Copy each line below in which the string "evenodd" appears.

========================================================================

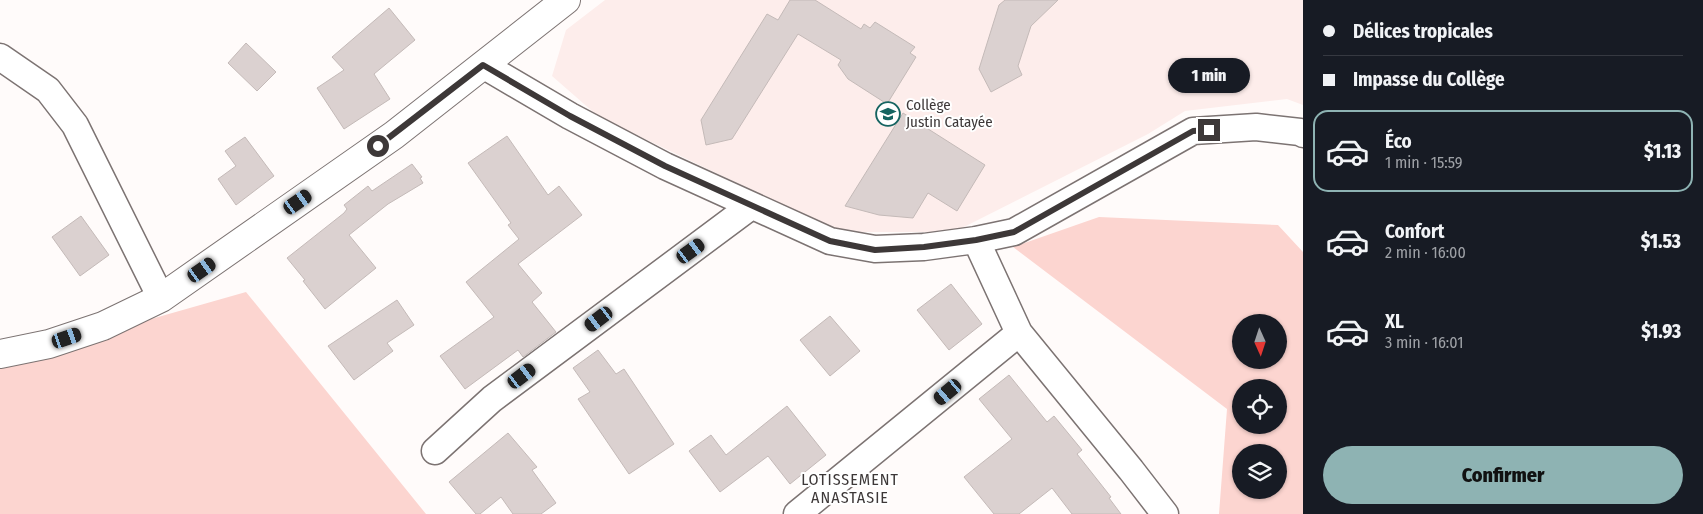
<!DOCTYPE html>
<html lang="fr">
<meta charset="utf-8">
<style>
:root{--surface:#171b24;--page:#242831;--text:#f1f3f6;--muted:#9ea1a6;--line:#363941;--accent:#8eb3b3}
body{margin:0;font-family:"Fira Sans Condensed",sans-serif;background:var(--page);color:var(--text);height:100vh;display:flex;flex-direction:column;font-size:19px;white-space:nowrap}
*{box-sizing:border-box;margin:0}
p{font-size:16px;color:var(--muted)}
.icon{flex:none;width:28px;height:28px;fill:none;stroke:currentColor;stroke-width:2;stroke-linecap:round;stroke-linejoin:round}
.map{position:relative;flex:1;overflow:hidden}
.panel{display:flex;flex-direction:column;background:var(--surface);width:400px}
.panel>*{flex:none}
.banner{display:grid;align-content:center;height:110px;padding:0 20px;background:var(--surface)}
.needle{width:32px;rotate:177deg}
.fabs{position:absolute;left:1232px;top:314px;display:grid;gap:10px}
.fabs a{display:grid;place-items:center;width:55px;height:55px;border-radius:50%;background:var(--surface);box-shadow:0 1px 4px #0004;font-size:25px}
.end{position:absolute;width:22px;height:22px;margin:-11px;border:6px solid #3d3838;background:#fff;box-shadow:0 0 0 2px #fff}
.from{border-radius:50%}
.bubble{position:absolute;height:35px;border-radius:18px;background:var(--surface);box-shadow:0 1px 4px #0004;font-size:16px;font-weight:800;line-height:35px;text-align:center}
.car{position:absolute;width:15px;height:30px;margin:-15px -8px;border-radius:6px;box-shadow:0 0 4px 1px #0007;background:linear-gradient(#222 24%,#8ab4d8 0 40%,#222 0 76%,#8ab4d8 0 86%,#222 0)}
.banner b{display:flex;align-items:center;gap:18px;height:48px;font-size:19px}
.banner b+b{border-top:1px solid var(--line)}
.banner i{width:12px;height:12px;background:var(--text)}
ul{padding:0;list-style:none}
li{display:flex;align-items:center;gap:15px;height:82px;margin:0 10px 8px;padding:0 10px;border:2px solid transparent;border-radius:15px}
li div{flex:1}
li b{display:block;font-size:19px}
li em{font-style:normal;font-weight:800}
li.current{border-color:var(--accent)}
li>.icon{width:45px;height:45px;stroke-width:1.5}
.primary-button{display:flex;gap:10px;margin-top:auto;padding:10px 20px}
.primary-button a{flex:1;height:58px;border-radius:30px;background:var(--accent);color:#111;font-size:20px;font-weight:800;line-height:58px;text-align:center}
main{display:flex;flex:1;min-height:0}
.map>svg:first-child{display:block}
.built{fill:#fdedeb}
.green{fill:#fcd5d0;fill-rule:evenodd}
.building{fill:#dbd1d0;stroke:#c4bab8}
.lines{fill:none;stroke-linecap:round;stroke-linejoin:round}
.street-casing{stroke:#7c7372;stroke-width:29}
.secondary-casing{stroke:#7c7372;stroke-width:30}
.street{stroke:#fff;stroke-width:26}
.secondary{stroke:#fff;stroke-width:28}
.route{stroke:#3d3838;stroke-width:6}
.labels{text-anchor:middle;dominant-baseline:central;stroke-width:4;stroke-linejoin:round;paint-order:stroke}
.poi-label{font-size:15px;fill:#3d3838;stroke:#fff;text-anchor:start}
.neighbourhood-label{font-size:16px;letter-spacing:1px;fill:#3d3838;stroke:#fff}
</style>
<main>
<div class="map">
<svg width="1303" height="514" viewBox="0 0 1303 514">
<rect width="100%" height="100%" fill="#fffbfa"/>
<path class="built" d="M605,0h698v105l-16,-6 -102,12 -37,23 -194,98h-115l-240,-115 -47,-41 14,-46z"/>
<path class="green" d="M1099,217l179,8 25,27v262h-84l8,-105 -214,-162zM1241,322h38v38h-38zM1241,388h38v37h-38zM1241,452h38v38h-38z
M246,292l180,222h-426v-152z"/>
<path class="building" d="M790,0h25l46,29 3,-5 6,4 5,-6 40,25 -5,6 6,4 -29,47 -39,-25 -10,-14 3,-5 -43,-26 -66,105 -26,6 -5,-25 66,-106 11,6z
M1005,0h53l-27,26 -13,40 4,9 -31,17 -12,-23 20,-64z
M389,8l26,32 -41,34 16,25 -46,30 -27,-41 27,-18 -12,-13z
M246,43l30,29 -19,19 -29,-28z
M903,113l82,52 -28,46 -29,-18 -15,25 -34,-3 -34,-9z
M507,136l41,59 11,-9 23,29 -64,49 24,29 -10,9 24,30 -33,25 -5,-7 -53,39 -25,-33 54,-39 -28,-35 53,-43 -11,-14 3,-2 -43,-60z
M245,137l29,39 -38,29 -18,-26 18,-13 -11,-15z
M412,164l10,13 -2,1 3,5 -35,21 -39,31 27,33 -51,41 -22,-28 2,-1 -18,-22 57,-45 3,-4 -3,-4 24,-19 4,5z
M81,216l28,39 -29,21 -28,-39z
M951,284l31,40 -33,26 -32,-40z
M397,300l17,25 -27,18 6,8 -39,29 -26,-34z
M830,316l30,35 -30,25 -30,-36z
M598,350l18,24 8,-5 50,75 -45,30 -51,-75 12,-7 -17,-24z
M1009,375l38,47 7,-6 28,34 -5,4 34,43 -2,1 12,16h-49l-20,-26 -33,26h-25l-30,-37 48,-38 -33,-40z
M787,406l39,49 -36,29 -22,-28 -48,36 -31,-41 22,-16 15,20z
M508,433l29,34 -5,3 24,33 -15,11h-28l-12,-17 -21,17h-4l-27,-32z"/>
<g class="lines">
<g class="street-casing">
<path id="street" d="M0,57l48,33 27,35 86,173
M483,65l87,51 95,50 165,75 45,8 49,-2 52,-7 38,-8 179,-101 63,-4 44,5 3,2
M976,240l43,93 112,137 34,44
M435,451l57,-52 259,-193
M797,514l222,-181"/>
</g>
<g class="secondary-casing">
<path id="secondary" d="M0,354l49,-10 54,-18 58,-28 233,-163 172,-135"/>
</g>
<use href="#street" class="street"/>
<use href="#secondary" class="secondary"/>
</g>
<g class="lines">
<path class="route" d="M378,146l105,-81 87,51 95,50 165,75 45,9 49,-3 52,-7 38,-8 179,-101 16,-1"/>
</g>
<defs>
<g id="school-ring" transform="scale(1.25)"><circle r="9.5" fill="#fff" stroke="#156461" stroke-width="1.5"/><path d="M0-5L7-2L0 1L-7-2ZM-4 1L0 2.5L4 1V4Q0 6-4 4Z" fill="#156461"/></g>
</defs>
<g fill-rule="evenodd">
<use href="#school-ring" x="888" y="114"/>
</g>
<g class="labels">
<g class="poi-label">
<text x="906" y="105">Collège<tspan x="906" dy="17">Justin Catayée</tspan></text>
</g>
<g class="neighbourhood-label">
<text x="850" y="479">LOTISSEMENT<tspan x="850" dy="18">ANASTASIE</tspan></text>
</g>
</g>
</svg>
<div class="fabs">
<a><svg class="needle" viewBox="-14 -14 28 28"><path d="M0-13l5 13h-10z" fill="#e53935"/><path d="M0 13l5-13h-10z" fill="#9ea1a6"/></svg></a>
<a><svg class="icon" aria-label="locate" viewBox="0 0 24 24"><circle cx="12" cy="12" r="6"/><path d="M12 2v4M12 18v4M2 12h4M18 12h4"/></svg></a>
<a><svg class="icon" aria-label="layers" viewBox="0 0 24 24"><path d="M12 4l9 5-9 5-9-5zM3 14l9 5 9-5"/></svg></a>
</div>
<i class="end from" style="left:378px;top:146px"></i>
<i class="end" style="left:1209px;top:130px"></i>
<div class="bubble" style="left:1168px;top:58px;width:82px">1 min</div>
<i class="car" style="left:298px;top:202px;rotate:55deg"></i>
<i class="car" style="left:691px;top:251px;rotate:54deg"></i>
<i class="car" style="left:202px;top:270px;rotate:55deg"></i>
<i class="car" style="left:599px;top:319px;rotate:233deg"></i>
<i class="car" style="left:67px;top:338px;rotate:71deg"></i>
<i class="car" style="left:522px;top:376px;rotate:53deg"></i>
<i class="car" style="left:948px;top:392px;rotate:230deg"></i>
</div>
<section class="panel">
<div class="banner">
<b><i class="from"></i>Délices tropicales</b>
<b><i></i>Impasse du Collège</b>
</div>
<ul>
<li class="current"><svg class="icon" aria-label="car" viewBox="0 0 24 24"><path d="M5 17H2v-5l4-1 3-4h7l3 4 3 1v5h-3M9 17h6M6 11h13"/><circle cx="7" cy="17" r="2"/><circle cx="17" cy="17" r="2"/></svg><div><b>Éco</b><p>1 min · 15:59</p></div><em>$1.13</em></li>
<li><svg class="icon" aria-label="car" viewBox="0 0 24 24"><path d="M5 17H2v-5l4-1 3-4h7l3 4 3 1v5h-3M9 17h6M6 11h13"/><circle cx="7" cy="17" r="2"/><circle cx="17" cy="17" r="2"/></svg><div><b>Confort</b><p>2 min · 16:00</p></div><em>$1.53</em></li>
<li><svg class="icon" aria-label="car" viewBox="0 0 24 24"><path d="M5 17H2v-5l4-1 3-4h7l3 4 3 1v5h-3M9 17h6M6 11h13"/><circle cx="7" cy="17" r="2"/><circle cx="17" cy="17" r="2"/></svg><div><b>XL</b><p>3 min · 16:01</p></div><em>$1.93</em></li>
</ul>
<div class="primary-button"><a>Confirmer</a></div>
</section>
</main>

========================================================================

● Task result:
.green{fill:#fcd5d0;fill-rule:evenodd}
<g fill-rule="evenodd">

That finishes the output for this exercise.